== Extracted records ==

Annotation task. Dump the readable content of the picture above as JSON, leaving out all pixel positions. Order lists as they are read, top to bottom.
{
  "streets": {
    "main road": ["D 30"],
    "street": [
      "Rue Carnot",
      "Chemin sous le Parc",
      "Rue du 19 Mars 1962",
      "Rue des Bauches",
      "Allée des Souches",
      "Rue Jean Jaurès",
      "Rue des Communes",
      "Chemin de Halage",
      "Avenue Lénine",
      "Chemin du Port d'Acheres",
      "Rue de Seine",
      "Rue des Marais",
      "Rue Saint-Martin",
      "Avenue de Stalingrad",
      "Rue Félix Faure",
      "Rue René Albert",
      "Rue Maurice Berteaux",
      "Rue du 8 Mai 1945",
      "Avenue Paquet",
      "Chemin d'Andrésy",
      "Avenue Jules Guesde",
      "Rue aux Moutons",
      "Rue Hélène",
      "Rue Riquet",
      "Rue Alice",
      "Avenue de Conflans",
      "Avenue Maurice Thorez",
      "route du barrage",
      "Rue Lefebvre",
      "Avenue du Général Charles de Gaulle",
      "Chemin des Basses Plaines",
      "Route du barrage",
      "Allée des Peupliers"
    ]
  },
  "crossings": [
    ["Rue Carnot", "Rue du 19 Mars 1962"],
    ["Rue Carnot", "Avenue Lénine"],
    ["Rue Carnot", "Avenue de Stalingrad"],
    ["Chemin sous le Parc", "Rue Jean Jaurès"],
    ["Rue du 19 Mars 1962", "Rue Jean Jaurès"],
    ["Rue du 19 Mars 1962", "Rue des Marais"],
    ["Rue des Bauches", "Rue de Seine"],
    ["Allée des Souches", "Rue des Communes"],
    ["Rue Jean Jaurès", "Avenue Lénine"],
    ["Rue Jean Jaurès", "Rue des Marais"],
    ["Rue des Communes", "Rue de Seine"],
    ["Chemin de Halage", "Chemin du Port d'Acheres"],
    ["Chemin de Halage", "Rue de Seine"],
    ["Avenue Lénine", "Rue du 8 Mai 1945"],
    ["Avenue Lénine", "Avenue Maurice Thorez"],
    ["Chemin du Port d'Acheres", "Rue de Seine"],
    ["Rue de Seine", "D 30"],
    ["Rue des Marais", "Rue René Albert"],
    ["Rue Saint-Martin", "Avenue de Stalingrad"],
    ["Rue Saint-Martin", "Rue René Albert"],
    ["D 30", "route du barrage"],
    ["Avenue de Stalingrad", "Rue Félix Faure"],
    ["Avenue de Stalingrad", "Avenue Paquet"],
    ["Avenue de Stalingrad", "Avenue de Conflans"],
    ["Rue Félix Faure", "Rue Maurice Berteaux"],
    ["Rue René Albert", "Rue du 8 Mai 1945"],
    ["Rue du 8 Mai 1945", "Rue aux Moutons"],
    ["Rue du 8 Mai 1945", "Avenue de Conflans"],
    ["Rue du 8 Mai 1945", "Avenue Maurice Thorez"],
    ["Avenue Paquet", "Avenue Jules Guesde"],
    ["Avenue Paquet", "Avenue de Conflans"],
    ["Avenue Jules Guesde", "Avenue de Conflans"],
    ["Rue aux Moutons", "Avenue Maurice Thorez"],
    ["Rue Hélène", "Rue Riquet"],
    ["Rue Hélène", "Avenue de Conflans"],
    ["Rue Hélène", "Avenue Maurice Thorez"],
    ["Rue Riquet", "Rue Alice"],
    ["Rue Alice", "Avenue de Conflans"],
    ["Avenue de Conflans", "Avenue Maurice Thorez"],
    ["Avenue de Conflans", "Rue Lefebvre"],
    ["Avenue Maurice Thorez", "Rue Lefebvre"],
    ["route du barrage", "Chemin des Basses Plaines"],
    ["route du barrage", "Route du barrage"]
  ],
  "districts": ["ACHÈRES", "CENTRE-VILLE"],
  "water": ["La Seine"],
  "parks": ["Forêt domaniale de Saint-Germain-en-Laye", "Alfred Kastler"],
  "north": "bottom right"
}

===

[What is expected]:
Would you write out the full listing exactly as given?

[Solution for this task]:
Annotation task. Dump the readable content of the picture above as JSON, leaving out all pixel positions. Order lists as they are read, top to bottom.
{
  "streets": {
    "main road": ["D 30"],
    "street": [
      "Rue Carnot",
      "Chemin sous le Parc",
      "Rue du 19 Mars 1962",
      "Rue des Bauches",
      "Allée des Souches",
      "Rue Jean Jaurès",
      "Rue des Communes",
      "Chemin de Halage",
      "Avenue Lénine",
      "Chemin du Port d'Acheres",
      "Rue de Seine",
      "Rue des Marais",
      "Rue Saint-Martin",
      "Avenue de Stalingrad",
      "Rue Félix Faure",
      "Rue René Albert",
      "Rue Maurice Berteaux",
      "Rue du 8 Mai 1945",
      "Avenue Paquet",
      "Chemin d'Andrésy",
      "Avenue Jules Guesde",
      "Rue aux Moutons",
      "Rue Hélène",
      "Rue Riquet",
      "Rue Alice",
      "Avenue de Conflans",
      "Avenue Maurice Thorez",
      "route du barrage",
      "Rue Lefebvre",
      "Avenue du Général Charles de Gaulle",
      "Chemin des Basses Plaines",
      "Route du barrage",
      "Allée des Peupliers"
    ]
  },
  "crossings": [
    ["Rue Carnot", "Rue du 19 Mars 1962"],
    ["Rue Carnot", "Avenue Lénine"],
    ["Rue Carnot", "Avenue de Stalingrad"],
    ["Chemin sous le Parc", "Rue Jean Jaurès"],
    ["Rue du 19 Mars 1962", "Rue Jean Jaurès"],
    ["Rue du 19 Mars 1962", "Rue des Marais"],
    ["Rue des Bauches", "Rue de Seine"],
    ["Allée des Souches", "Rue des Communes"],
    ["Rue Jean Jaurès", "Avenue Lénine"],
    ["Rue Jean Jaurès", "Rue des Marais"],
    ["Rue des Communes", "Rue de Seine"],
    ["Chemin de Halage", "Chemin du Port d'Acheres"],
    ["Chemin de Halage", "Rue de Seine"],
    ["Avenue Lénine", "Rue du 8 Mai 1945"],
    ["Avenue Lénine", "Avenue Maurice Thorez"],
    ["Chemin du Port d'Acheres", "Rue de Seine"],
    ["Rue de Seine", "D 30"],
    ["Rue des Marais", "Rue René Albert"],
    ["Rue Saint-Martin", "Avenue de Stalingrad"],
    ["Rue Saint-Martin", "Rue René Albert"],
    ["D 30", "route du barrage"],
    ["Avenue de Stalingrad", "Rue Félix Faure"],
    ["Avenue de Stalingrad", "Avenue Paquet"],
    ["Avenue de Stalingrad", "Avenue de Conflans"],
    ["Rue Félix Faure", "Rue Maurice Berteaux"],
    ["Rue René Albert", "Rue du 8 Mai 1945"],
    ["Rue du 8 Mai 1945", "Rue aux Moutons"],
    ["Rue du 8 Mai 1945", "Avenue de Conflans"],
    ["Rue du 8 Mai 1945", "Avenue Maurice Thorez"],
    ["Avenue Paquet", "Avenue Jules Guesde"],
    ["Avenue Paquet", "Avenue de Conflans"],
    ["Avenue Jules Guesde", "Avenue de Conflans"],
    ["Rue aux Moutons", "Avenue Maurice Thorez"],
    ["Rue Hélène", "Rue Riquet"],
    ["Rue Hélène", "Avenue de Conflans"],
    ["Rue Hélène", "Avenue Maurice Thorez"],
    ["Rue Riquet", "Rue Alice"],
    ["Rue Alice", "Avenue de Conflans"],
    ["Avenue de Conflans", "Avenue Maurice Thorez"],
    ["Avenue de Conflans", "Rue Lefebvre"],
    ["Avenue Maurice Thorez", "Rue Lefebvre"],
    ["route du barrage", "Chemin des Basses Plaines"],
    ["route du barrage", "Route du barrage"]
  ],
  "districts": ["ACHÈRES", "CENTRE-VILLE"],
  "water": ["La Seine"],
  "parks": ["Forêt domaniale de Saint-Germain-en-Laye", "Alfred Kastler"],
  "north": "bottom right"
}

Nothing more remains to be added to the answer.